Normal şartlarda; can güvenliğini olumsuz etkilemiyorsa, kompleksi yoksa, nefsinin esiri değilse, makamların geçici olduğunu sık sık düşünüyorsa ve insanlara saygısı varsa sadece emniyet müdürünün değil her yetkilinin sıraya girmesi normaldir…
Geçtiğimiz günlerde AK Parti Mardin Milletvekili ve İstanbul eski Valisi Muammer Güler'in vefat eden kayınbabasının cenaze törenini izlemek üzere Karacaahmet Mezarlığı’ndaki Şakirin Camii’ye gitmiştim. Muammer Güler, eşi ve çocuklarıyla birlikte cami avlusunda taziyeleri kabul ediyordu. Yoğunluğun arttığı bir sırada İstanbul Emniyet Müdürü Hüseyin Çapkın da geldi. Bazı yetkililer doğrudan Muammer Güler’in yanına giderken Sayın Çapkın, diğer vatandaşlar gibi kuyruğa girdi ve taziyelerini bildirmek için sırasını bekledi.  
Çapkın, bir siyasetçi olsaydı belki “topluma hoş görünmek ve dolayısıyla oylarını arttırmak için böyle bir davranışta bulundu” diyebilirdik. Ama şu an itibariyle böyle bir durum söz konusu değil ve genel seçimler de daha yeni yapıldı. İşte bu yüzden İstanbul Emniyet Müdürü Çapkın’ın takdir edilen bu davranışının samimi olduğuna inanıyoruz ve kendini dev aynasında görüp, bu makamların kimseye yar olmayacağını düşünemeyen bürokratlara örnek olmasını diliyoruz…

MAREV’İN ÖNEMİ
İstanbul’da derneği olmayan, örgütleşmeyen şehir yok. Hatta bırakın illeri, ilçeleri köyler bile dernekleşmiş durumda. Birçok yerde görmüşsünüzdür “falan köyün dayanışma ve yardımlaşma derneği” şeklindeki yazıları. Ama; yüzlerce derneğin sadece tabelaları bulunur. Birçoğu günlerce, haftalarca açılmaz. Telefonları bile çalmaz, ya da çalınan telefonlara bakılmaz…

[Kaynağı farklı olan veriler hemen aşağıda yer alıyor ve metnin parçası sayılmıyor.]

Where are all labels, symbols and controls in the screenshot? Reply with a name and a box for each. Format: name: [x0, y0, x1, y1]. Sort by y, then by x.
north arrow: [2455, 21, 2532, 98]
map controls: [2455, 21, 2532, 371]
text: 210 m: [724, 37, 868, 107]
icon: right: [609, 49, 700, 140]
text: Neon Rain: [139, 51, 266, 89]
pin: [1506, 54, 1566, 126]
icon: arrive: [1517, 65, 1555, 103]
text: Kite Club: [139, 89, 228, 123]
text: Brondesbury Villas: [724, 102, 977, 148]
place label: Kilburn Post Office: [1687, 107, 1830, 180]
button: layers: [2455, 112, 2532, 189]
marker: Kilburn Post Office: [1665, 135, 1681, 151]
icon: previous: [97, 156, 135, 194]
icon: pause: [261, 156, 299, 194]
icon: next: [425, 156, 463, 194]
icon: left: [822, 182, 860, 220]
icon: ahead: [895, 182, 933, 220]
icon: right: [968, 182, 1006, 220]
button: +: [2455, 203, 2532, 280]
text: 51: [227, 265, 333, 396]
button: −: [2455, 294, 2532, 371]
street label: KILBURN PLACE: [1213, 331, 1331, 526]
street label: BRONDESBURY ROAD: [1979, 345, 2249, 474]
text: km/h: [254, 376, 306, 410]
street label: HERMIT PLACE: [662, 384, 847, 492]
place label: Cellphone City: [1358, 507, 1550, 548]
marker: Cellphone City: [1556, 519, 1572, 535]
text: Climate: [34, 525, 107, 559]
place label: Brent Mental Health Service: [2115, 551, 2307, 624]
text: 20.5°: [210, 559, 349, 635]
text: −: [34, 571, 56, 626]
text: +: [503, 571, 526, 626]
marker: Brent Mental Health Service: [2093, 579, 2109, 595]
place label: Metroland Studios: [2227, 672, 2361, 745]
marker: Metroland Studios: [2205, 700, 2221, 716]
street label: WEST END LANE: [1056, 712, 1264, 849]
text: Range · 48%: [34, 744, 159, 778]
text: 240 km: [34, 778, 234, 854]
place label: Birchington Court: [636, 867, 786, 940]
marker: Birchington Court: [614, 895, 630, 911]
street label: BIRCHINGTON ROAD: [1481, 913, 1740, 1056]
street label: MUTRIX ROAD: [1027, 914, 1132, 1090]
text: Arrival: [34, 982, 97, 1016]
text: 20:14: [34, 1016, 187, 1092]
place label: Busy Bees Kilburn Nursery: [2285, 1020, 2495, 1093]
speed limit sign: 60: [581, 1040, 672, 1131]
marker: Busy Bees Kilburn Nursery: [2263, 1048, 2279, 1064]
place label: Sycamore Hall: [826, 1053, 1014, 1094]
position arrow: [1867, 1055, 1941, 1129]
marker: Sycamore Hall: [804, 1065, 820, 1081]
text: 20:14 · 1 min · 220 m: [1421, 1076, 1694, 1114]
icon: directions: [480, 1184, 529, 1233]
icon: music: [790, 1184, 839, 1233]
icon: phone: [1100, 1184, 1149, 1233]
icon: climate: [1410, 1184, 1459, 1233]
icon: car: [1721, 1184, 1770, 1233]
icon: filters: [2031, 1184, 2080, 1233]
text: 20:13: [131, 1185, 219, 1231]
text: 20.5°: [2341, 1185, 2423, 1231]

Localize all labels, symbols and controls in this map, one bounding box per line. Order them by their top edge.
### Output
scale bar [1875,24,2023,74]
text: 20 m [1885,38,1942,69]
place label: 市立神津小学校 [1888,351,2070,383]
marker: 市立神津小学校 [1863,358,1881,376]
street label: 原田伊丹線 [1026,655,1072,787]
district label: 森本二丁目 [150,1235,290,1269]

Bu işin tam anlamıyla yapıldığı şehirleri anlatmaya kalksak çok örnek göstermemiz zor gibi. İşte o az sayıdaki güzel birlikteliği sağlayan şehirlerden birisi Mardin… Mardin’i İstanbul’da temsil eden çok sayıda, yanılmıyorsam 20’ye yakın dernek var. Dernekler de kendilerine göre bir şeyler yapmaya çalışıyor fakat bu derneklerin çatı konumundaki MAREV (Mardinliler Eğitim ve Dayanışma Vakfı) bu işin hakkını veriyor.  Bir söz vardır, “Aslan yattığı yerden belli olur” diye. MAREV’in nasıl bir yapılanma içinde olduğu, Ataşehir’deki genel merkezde görmek mümkün…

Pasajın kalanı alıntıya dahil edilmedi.